Yuan hits new high against dollar
(Reuters)
Updated: 2006-09-05 15:51

SHANGHAI - The yuan set a post-revaluation high against the dollar for the fifth straight session on Monday as the central bank largely stayed out of the market, apparently willing to allow appreciation at a faster pace than ever before.


This file photo shows a Chinese customer with a handful of hundred-yuan notes at a local bank in Beijing. The yuan posted record gains last week on speculation the Chinese currency will be given freer rein ahead of a key economic meet of the globe's top industrial powers. [AFP]

But traders said they believed the People's Bank of China remained keen to encourage two-way trade in the yuan instead of one-way speculation, so it might engineer a temporary pullback at any time. That could make trade volatile in coming weeks.

The yuan closed at its intra-day high of 7.9385 to the dollar, its highest level since it was revalued by 2.1 percent and depegged from the U.S. currency in July 2005. The previous high, set in intra-day trading on Friday, was 7.9524.

Monday's rise of 0.19 percent from Friday's close of 7.9532 was the yuan's fourth biggest daily gain since the depegging.

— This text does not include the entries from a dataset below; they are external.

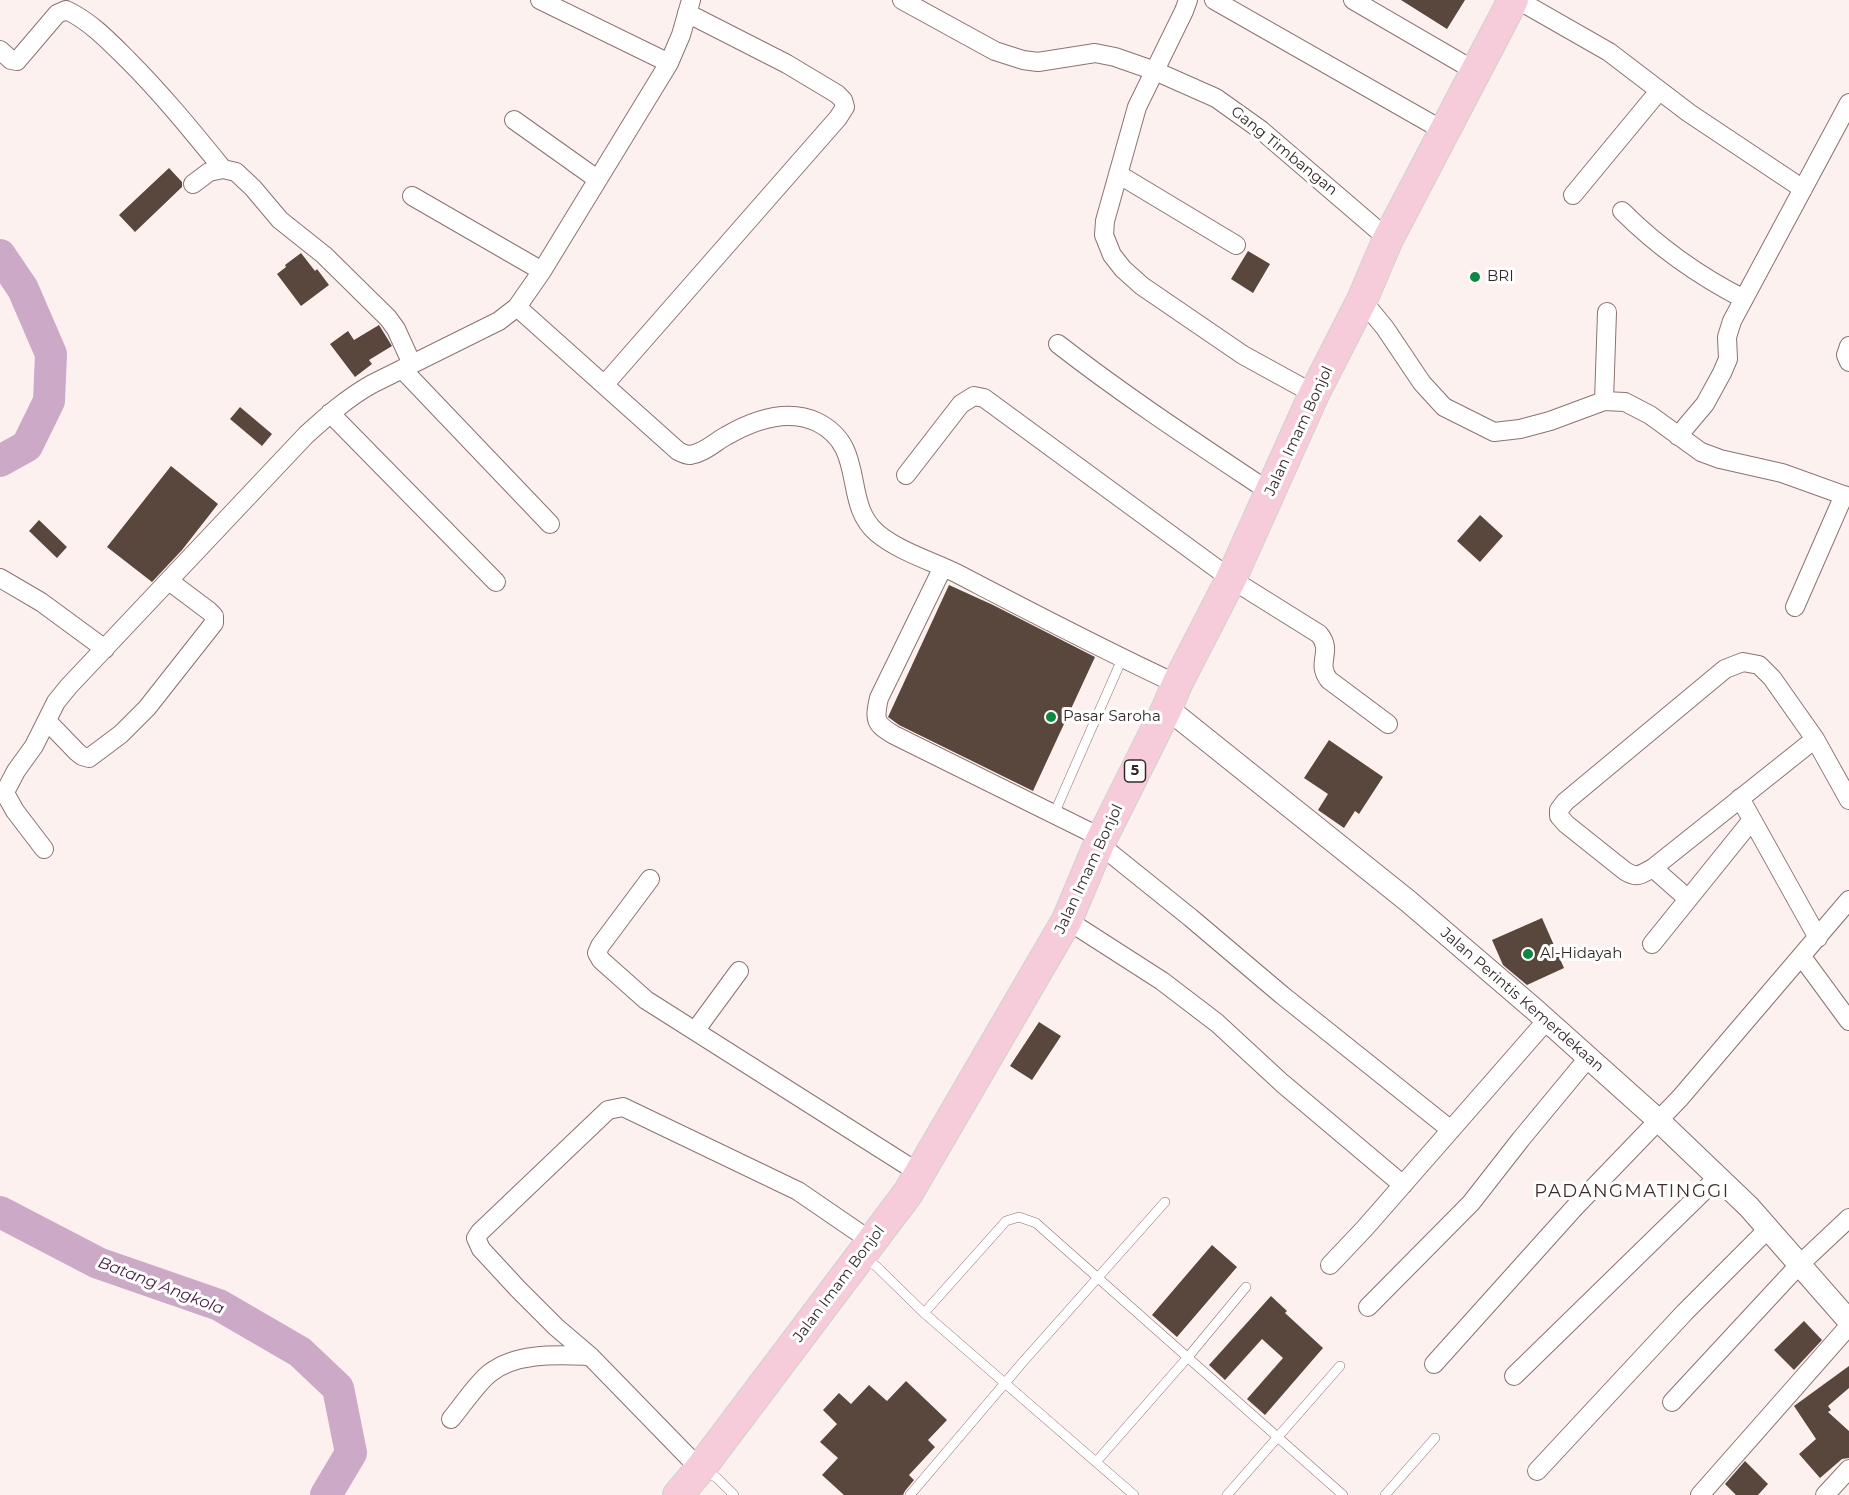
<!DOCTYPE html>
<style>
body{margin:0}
canvas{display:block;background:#fdf1f0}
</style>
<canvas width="1849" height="1495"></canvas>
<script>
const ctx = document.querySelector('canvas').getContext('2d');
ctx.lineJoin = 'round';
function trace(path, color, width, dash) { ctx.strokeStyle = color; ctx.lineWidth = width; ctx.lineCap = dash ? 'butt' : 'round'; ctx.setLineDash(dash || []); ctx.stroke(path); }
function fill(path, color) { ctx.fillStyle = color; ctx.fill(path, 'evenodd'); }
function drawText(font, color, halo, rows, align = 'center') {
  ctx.font = font + ' Montserrat,sans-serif'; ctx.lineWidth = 6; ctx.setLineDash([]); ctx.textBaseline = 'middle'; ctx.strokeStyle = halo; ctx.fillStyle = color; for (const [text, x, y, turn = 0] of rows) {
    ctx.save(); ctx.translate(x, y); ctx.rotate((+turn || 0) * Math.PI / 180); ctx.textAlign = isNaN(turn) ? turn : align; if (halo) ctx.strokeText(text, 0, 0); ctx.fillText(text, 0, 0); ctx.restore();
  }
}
const river = new Path2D(`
 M0,255L23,289L51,354L49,401L27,446L0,461
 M0,1212L98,1263L219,1305L300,1352L338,1388L351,1453L326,1495`);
const building = new Path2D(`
 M1401,0H1465L1447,29Z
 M169,168L182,182V187L135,232L119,215Z
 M1248,251L1270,264L1253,293L1231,279Z
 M301,253L315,271L317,269L329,285L301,306L277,274L286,267L285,265Z
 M379,325L392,346L369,360L372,364L355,377L330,344L348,331L354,340Z
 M240,407L272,434L262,446L230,419Z
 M171,466L218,504L182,550L152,582L107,547Z
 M1480,515L1503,536L1480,562L1457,541Z
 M39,520L67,547L57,558L29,531Z
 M949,585L993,605L1095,657L1033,791L899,725L888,717Z
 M1329,740L1383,777L1359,814L1355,811L1344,828L1318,810L1328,794L1304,778Z
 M1542,918L1564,968L1527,985L1503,965L1492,940Z
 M1039,1022L1061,1036L1032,1080L1010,1066Z
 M1212,1245L1237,1267L1177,1337L1152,1315Z
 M1271,1296L1287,1311L1285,1313L1323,1348L1265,1415L1247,1399L1283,1358L1262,1339L1225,1380L1209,1365Z
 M1804,1321L1822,1340L1794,1370L1774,1350Z
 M1849,1366V1388L1828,1406L1831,1410L1828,1412L1849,1431V1458L1842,1459L1820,1478L1799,1454L1816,1439L1794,1406Z
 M906,1381L947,1420L928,1440L935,1447L909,1475L914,1480L905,1491L903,1495H844L822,1475L838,1458L820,1442L837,1424L823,1410L839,1393L851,1404L869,1385L887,1401Z
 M1745,1461L1768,1484L1758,1495H1736L1725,1484Z`);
const service = new Path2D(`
 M1054,814L1122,659
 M864,1259L876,1266L924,1313L1134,1495
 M924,1313L1006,1221L1019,1217L1036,1223L1343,1495
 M1096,1462L1188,1357L1246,1287
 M703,1470L717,1478L734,1495
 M910,1495L1022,1363L1165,1202
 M1227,1495L1340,1366
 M1385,1495L1435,1438`);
const minor = new Path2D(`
 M540,0L669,63
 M902,0L995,51L1023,60L1038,62L1095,53L1115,57L1155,71L1216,98L1261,130L1388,239
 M1188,0L1184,11L1137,107L1105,221L1104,235L1112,255L1123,269L1142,286L1243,355L1314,394
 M1214,0L1444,131
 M1353,0L1475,71
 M1518,0L1609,52L1689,113L1803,189
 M0,50L11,60L17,61L57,14L66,10C90,21 109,41 128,60C162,94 192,131 223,169
 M514,120L597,179
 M1118,174L1236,245
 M193,184L209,172L223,169L236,172L253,188L280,220L324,255L388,318L396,329L412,364
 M1573,195L1659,91
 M412,196L542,271
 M1622,211C1658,247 1699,276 1744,299
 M1362,300L1385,328L1422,383L1444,407L1494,432L1520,429L1550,421L1604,401L1625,402L1650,415L1701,452L1720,459L1782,473L1849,497
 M517,307L678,451C682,453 685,455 690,455C704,453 715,442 726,436C752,421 787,408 817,422C868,447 841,502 877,533C900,552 932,561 958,574C1031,612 1103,650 1177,684
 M1058,344C1126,397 1198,444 1270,492
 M1849,346L1846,355L1849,362
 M402,369L550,524
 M605,384L838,118L845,107L843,100L837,94L787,64L687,13
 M1604,401L1607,312
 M330,413L496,582
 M1678,436L1705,404L1722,373L1728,359L1727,337L1732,321L1849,103
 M906,475L961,404L974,396L984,398L1231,579L1319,634C1334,652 1315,662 1329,680L1388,724
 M943,567L879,698C874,720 875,724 894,735L1102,838
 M0,578L41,602L105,649
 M1795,607L1844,495
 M47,721L77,752L82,756L89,758L121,734L147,708L214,623V616L209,611L169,581
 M1815,739L1653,868C1641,874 1638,879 1625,871L1566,824L1559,816V810L1565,802L1725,669L1743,662L1759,665L1772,678L1815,739L1849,800
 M1740,798L1818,938
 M1099,844L1191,918L1282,995L1451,1130
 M44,849L15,811L6,795V790L16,771L34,746L56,702L69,686L306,435C327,416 347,398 372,384L499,321L517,307L542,271L669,63L681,35L691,0
 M1653,868L1688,899
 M650,879L600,946L597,953L601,960L646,1000L919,1173
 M1067,920L1162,981L1217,1023L1282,1083L1403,1185
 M1652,944L1752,820
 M1802,957L1849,1021
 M695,1031L739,971
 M1330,1265L1365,1228L1547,1020
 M1368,1307L1471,1203L1521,1139L1588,1058
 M1434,1364L1575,1207L1680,1098L1849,900
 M1514,1376L1717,1178
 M1672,1402L1799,1265L1849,1218
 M451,1419C462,1406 477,1383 490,1373C517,1352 558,1355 590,1356
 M700,1469L590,1356L556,1327L518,1289L481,1249L476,1238L480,1232L608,1110L623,1107L798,1191L871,1241
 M1537,1471L1685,1312L1768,1229
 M1700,1495L1849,1326
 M1825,1495L1849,1469`);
const tertiary = new Path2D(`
 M1167,708L1408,901L1534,1009L1658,1120L1749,1207L1849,1321`);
const trunk = new Path2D(`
 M678,1495L700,1469L908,1193L1067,920L1099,844L1167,708L1177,684L1231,579L1314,394L1362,300L1388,239L1513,0`);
const markers = [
 [1475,277,6,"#0d8842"],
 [1051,717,6,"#0d8842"],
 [1528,954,6,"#0d8842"]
];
const shields = [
 [1135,771,21]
];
const shieldNames = [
 ["5",1135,771]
];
const streetNames = [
 ["Gang Timbangan",1284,151,39],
 ["Jalan Imam Bonjol",1299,431,-65],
 ["Jalan Imam Bonjol",1089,869,-65],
 ["Jalan Perintis Kemerdekaan",1522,1000,41],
 ["Jalan Imam Bonjol",839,1284,-53]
];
const poiNames = [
 ["BRI",1487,277],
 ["Pasar Saroha",1063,717],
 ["Al-Hidayah",1540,954]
];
const waterNames = [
 ["Batang Angkola",161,1286,21]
];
const quarterNames = [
 ["PADANGMATINGGI",1632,1192]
];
trace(river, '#ccaac7', 32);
fill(building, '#59463c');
trace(service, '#8b7371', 10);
trace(minor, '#8b7371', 20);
trace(tertiary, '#8b7371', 24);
trace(trunk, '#d2d0d0', 32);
trace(service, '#fff', 9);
trace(minor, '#fff', 18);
trace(tertiary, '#fff', 22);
trace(trunk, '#f7ccda', 30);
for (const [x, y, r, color] of markers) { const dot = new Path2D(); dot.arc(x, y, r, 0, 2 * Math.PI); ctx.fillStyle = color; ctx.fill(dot); trace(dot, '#fff', 2); }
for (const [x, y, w] of shields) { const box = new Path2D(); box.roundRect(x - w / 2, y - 11, w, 22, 4.5); ctx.fillStyle = '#fff'; ctx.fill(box); trace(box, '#332928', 1.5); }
drawText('bold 14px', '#332928', null, shieldNames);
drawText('15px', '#332928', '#fff', streetNames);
drawText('15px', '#332928', '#fff', poiNames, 'left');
drawText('italic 16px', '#441a40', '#fff', waterNames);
ctx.letterSpacing = '1.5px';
drawText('18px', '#402c2a', '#fff', quarterNames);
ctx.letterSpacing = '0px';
</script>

The Chinese currency has now risen 0.79 percent since Aug. 15, the fastest rise in a three-week period since the 2005 policy change. That has brought its total gains since the start of this year to 1.66 percent, compared with 0.49 percent in the period between the depegging and the end of last year.

"At a time when both domestic and international pressure is mounting again for faster yuan appreciation, the PBOC is apparently pondering choices," said a Shanghai dealer at a European bank.

"But the market feels the central bank is more likely to widen the yuan's trading band than allow it to rise very fast in a straight line."

Dealers said the yuan could meet stiff resistance at the next psychologically important level of 7.9300, and could fall back as far as 8.0000 if the central bank wanted to impress upon the market its desire for two-way fluctuations in the context of a long-term uptrend.